» Aim of the task: Return, from the listing below, every line that includes "fabs".

···

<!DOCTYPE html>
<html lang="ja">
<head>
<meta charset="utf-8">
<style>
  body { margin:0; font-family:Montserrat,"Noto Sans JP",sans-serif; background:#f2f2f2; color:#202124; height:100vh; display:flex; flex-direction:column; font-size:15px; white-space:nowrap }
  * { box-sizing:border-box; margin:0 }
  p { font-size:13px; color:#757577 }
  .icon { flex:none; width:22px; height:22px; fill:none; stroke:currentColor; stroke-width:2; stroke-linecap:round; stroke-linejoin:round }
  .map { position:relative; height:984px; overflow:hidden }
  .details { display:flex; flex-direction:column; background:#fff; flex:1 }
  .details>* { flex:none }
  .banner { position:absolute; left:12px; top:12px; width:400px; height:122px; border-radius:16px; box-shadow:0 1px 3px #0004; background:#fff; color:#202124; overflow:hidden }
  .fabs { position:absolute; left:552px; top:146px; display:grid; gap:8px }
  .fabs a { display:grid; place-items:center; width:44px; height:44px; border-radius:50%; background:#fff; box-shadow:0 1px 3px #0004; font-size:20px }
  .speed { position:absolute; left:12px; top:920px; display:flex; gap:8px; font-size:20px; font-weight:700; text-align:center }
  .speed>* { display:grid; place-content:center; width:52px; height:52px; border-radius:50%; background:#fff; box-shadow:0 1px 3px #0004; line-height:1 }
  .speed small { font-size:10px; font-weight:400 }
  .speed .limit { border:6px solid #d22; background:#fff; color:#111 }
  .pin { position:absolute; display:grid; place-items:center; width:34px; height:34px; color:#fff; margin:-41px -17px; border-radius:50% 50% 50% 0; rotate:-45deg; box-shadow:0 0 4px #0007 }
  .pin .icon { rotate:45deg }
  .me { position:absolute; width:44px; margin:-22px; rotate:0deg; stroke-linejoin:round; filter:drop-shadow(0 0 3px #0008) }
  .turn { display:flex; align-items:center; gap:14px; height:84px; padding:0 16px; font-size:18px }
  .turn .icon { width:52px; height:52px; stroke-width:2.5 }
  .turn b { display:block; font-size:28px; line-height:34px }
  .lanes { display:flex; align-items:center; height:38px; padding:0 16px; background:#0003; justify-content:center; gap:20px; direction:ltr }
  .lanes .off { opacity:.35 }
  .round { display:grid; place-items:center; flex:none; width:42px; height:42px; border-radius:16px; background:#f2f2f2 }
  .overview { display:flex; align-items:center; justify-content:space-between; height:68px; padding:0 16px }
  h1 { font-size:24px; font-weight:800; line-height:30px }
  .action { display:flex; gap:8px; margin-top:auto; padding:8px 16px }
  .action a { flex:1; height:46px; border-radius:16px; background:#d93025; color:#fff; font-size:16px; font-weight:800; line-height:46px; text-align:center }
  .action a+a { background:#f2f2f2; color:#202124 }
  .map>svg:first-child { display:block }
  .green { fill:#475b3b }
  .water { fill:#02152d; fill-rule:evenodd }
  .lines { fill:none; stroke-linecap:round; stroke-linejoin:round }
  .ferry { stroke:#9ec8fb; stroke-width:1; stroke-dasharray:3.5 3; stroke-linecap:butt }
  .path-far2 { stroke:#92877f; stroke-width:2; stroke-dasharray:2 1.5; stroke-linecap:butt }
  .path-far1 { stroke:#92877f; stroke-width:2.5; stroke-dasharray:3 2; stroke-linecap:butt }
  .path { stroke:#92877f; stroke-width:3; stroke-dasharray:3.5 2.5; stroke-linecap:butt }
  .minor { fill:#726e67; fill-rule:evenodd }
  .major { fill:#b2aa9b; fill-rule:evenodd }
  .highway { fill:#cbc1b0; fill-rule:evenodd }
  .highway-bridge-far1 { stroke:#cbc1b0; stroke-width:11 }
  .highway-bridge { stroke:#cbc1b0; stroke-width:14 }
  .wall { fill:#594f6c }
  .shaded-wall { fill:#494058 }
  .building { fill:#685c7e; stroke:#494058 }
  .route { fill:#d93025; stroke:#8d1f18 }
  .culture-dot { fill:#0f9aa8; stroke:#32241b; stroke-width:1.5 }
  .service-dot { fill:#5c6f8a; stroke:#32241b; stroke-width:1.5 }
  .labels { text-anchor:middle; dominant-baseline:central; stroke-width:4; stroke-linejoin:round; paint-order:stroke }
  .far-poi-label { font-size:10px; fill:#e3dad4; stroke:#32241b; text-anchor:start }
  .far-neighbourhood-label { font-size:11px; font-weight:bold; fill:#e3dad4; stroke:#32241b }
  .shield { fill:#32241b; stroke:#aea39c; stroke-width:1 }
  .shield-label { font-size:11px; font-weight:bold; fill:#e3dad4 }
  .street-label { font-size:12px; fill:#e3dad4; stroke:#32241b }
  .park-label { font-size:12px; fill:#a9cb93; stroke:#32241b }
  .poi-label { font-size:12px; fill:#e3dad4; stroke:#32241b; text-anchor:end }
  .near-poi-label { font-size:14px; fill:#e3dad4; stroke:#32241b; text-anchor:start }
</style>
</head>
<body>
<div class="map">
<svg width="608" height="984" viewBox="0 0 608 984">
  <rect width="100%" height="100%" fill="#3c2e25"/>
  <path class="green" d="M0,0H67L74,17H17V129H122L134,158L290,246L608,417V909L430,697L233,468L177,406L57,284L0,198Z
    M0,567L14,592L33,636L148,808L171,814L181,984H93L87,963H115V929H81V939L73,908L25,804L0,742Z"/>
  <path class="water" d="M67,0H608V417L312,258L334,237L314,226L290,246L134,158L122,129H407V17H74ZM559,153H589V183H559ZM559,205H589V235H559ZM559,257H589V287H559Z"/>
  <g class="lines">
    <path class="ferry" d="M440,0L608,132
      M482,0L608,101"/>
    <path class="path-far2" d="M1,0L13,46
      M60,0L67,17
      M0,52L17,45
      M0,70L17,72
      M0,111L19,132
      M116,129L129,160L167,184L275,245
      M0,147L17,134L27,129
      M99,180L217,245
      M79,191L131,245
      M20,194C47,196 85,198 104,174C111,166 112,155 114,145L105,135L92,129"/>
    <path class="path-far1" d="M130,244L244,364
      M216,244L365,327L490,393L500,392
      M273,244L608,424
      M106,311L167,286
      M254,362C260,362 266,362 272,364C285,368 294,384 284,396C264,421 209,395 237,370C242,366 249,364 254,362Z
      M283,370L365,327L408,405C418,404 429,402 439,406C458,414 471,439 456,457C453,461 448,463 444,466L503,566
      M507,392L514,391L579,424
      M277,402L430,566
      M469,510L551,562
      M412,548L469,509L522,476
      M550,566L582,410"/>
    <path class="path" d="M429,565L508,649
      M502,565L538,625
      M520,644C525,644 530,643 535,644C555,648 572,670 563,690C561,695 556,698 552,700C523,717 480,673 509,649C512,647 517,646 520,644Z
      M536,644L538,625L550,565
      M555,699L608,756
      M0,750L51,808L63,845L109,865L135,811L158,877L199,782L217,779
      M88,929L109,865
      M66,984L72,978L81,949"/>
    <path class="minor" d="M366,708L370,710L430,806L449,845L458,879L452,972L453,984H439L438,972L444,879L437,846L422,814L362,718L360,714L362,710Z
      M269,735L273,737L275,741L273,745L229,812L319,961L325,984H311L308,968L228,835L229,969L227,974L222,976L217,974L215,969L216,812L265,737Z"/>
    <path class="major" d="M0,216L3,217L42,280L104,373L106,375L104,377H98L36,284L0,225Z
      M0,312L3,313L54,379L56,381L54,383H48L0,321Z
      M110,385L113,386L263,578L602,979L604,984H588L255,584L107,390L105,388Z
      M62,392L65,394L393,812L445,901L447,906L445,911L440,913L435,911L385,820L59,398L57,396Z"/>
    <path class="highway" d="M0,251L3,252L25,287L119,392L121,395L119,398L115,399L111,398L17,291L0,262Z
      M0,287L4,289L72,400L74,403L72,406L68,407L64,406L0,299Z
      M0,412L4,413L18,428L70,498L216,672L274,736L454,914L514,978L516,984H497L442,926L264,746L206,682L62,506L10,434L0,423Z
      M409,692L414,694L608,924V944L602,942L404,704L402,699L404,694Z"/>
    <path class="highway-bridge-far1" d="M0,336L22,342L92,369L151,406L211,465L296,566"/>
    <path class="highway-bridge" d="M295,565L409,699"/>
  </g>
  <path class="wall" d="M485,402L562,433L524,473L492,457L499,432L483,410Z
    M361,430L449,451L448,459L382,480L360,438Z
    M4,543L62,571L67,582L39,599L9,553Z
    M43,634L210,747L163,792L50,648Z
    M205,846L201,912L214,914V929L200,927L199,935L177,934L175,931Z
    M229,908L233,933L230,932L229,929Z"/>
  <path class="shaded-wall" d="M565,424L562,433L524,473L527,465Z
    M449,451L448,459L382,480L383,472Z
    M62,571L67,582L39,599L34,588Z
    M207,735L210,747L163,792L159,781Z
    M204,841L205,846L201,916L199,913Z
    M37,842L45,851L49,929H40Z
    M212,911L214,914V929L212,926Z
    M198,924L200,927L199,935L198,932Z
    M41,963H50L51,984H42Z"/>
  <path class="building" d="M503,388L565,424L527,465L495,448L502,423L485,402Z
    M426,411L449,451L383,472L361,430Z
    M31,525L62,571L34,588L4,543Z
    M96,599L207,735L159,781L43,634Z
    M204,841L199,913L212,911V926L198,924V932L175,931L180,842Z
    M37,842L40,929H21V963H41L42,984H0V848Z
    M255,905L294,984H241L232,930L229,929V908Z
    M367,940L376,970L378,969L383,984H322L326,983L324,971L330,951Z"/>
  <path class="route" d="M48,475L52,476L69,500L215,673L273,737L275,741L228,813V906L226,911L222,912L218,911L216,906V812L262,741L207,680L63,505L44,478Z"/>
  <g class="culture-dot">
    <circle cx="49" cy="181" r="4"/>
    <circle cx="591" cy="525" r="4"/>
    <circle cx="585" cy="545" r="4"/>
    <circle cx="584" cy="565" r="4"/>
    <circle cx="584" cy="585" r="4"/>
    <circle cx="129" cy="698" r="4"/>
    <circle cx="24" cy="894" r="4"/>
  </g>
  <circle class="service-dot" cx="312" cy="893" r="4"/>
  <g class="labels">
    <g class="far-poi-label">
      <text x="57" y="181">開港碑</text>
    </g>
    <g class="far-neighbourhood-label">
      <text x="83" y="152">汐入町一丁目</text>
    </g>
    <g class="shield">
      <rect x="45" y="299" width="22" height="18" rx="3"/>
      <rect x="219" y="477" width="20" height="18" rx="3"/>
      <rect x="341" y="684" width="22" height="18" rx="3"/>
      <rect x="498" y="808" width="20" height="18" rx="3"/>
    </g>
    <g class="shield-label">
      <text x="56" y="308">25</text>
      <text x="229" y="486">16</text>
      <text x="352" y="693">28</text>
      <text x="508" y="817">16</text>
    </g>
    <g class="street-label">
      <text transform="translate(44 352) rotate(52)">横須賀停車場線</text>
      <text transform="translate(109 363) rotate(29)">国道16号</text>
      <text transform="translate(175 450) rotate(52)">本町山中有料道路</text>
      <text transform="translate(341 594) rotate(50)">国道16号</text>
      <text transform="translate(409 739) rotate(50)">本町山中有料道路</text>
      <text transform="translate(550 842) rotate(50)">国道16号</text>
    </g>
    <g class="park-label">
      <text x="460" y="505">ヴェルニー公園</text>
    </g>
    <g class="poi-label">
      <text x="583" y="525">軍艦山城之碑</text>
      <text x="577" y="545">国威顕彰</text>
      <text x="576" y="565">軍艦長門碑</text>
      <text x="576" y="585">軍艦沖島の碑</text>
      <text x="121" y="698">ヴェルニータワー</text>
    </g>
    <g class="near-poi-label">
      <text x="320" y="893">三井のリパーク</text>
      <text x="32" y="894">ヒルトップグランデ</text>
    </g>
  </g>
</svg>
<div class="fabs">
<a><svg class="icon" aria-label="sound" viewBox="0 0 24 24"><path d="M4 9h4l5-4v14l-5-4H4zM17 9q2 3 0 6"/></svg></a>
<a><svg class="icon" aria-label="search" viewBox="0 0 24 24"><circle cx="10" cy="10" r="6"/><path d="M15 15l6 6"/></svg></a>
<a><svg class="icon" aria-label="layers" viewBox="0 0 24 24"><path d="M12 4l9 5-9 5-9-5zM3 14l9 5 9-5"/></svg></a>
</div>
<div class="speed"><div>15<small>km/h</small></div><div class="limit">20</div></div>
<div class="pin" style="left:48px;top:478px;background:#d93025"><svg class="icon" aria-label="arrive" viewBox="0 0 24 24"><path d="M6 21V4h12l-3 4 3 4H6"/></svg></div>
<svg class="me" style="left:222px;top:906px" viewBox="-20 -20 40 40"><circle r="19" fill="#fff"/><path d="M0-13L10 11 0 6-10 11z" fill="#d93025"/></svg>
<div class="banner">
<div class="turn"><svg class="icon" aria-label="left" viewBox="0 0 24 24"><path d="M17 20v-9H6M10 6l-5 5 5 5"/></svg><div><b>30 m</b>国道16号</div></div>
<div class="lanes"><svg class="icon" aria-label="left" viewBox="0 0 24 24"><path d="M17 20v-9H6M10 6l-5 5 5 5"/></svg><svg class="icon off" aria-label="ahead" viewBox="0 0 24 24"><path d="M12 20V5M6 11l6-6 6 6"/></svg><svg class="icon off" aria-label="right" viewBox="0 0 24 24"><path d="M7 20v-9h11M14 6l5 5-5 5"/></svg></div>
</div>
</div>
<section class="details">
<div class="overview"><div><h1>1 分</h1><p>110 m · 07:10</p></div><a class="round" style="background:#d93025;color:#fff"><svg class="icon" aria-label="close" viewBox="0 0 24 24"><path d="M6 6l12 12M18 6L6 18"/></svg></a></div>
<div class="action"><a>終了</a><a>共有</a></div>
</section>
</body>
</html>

···

» Output below:
  .fabs { position:absolute; left:552px; top:146px; display:grid; gap:8px }
  .fabs a { display:grid; place-items:center; width:44px; height:44px; border-radius:50%; background:#fff; box-shadow:0 1px 3px #0004; font-size:20px }
<div class="fabs">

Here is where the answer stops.